- Problem requirements -
Would you copy each line of the data below that has "inset"?

■ ■ ■ ■

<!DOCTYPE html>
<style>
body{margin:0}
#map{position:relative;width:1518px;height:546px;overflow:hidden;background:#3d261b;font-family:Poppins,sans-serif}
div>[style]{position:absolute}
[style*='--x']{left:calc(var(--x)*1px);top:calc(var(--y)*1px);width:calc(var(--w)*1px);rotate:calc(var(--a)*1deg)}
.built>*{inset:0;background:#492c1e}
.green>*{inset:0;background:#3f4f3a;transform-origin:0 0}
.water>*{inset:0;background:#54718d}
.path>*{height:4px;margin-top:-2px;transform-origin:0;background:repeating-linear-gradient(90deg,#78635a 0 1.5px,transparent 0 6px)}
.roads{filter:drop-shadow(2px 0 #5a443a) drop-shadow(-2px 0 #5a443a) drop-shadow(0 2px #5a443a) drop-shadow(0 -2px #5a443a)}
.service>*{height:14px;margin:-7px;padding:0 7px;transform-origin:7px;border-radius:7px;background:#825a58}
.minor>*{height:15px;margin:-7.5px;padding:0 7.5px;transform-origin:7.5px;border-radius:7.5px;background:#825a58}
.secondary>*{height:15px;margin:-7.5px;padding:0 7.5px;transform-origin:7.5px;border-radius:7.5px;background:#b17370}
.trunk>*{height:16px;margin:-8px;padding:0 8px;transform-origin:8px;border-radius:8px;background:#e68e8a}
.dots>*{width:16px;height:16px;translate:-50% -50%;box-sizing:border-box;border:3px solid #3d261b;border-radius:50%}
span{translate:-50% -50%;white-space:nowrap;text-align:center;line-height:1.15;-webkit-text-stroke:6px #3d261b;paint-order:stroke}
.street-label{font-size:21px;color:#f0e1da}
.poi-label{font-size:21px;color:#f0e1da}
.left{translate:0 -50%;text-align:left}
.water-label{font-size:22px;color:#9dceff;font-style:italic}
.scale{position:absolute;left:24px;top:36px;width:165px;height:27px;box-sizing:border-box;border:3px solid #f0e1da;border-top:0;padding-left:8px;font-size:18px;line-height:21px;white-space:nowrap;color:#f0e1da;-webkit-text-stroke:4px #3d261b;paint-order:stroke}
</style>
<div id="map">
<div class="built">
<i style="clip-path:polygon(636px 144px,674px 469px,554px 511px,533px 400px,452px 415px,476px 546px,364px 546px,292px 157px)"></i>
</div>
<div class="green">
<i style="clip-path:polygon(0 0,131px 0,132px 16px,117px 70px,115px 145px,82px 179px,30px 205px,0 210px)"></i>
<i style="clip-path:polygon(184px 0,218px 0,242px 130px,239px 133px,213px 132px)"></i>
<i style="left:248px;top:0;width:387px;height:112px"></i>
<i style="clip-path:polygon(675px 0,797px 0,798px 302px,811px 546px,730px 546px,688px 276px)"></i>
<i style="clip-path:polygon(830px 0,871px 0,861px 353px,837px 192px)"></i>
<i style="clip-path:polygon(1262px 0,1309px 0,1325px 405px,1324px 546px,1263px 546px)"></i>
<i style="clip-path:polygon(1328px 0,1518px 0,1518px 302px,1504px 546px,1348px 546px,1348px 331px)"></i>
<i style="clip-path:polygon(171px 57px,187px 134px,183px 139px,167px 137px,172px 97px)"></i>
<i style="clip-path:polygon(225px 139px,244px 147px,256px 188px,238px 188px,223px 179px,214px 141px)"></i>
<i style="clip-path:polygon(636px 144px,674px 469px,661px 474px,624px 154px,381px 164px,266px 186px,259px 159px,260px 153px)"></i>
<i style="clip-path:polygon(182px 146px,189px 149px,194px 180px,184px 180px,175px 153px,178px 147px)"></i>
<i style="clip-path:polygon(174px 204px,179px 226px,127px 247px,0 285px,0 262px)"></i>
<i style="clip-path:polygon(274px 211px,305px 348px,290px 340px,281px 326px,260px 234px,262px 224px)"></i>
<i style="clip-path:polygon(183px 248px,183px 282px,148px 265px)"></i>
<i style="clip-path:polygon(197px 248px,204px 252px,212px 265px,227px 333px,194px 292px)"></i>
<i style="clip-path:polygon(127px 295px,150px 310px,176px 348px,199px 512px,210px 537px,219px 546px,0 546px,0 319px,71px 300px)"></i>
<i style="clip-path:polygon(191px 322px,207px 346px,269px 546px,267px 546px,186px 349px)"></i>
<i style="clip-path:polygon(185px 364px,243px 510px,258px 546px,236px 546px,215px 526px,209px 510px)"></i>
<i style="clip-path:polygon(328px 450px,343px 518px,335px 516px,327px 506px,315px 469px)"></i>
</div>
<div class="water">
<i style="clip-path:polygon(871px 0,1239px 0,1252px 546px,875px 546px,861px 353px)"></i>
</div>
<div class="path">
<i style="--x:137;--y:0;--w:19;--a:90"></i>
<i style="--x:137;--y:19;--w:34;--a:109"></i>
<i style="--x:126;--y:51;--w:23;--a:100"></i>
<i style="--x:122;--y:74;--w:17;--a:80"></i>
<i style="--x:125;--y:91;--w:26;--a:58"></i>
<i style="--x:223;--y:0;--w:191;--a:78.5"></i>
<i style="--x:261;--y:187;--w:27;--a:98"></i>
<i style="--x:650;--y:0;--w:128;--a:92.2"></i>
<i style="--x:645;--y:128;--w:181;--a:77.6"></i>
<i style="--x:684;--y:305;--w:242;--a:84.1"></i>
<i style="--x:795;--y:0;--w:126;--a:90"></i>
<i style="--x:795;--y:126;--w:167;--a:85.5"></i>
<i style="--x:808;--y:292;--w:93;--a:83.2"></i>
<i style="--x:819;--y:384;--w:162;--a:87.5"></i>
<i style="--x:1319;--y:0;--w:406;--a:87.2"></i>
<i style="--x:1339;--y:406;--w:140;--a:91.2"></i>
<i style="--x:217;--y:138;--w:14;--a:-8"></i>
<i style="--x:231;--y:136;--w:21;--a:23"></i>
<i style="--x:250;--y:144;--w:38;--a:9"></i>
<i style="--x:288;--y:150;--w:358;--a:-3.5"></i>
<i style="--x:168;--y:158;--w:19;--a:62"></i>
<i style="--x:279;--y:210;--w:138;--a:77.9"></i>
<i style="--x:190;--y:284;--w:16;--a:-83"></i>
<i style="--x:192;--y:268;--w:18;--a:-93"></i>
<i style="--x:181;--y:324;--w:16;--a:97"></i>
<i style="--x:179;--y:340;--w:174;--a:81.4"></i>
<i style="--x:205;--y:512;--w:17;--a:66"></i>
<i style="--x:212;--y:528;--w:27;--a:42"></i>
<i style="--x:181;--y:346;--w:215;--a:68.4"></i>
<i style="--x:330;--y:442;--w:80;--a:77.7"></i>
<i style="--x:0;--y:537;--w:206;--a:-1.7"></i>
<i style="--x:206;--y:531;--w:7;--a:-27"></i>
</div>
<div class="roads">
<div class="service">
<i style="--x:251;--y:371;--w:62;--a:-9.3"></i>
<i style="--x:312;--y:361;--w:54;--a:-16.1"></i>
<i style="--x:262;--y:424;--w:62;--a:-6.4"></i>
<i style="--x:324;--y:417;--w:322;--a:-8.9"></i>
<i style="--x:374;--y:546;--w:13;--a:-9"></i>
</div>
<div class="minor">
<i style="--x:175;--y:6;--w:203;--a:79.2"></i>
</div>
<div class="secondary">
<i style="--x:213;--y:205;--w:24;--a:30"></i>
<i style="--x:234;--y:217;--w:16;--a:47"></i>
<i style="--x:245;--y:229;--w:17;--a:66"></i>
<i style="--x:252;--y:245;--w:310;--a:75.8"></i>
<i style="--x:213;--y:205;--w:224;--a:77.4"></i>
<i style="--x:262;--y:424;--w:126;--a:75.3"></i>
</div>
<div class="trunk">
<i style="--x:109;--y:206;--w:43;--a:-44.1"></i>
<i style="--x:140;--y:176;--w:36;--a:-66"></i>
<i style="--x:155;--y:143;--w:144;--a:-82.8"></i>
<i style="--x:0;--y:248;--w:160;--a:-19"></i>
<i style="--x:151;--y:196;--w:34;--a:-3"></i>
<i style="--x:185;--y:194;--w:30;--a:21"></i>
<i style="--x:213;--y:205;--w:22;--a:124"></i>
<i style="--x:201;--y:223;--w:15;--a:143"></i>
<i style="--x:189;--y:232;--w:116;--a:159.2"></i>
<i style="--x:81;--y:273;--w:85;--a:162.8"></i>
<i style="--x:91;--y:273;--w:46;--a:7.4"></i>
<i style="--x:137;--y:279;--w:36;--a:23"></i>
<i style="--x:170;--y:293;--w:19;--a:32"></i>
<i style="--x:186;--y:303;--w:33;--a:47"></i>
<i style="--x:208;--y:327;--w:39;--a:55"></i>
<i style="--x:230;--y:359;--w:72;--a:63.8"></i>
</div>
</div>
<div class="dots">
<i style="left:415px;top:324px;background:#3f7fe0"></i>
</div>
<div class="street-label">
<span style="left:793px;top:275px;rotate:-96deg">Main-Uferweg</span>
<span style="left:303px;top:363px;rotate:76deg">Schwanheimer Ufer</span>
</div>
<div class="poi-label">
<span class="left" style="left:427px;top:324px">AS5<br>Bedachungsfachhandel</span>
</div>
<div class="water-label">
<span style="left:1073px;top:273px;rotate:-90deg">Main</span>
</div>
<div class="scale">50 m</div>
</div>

■ ■ ■ ■

- Answer space -
.built>*{inset:0;background:#492c1e}
.green>*{inset:0;background:#3f4f3a;transform-origin:0 0}
.water>*{inset:0;background:#54718d}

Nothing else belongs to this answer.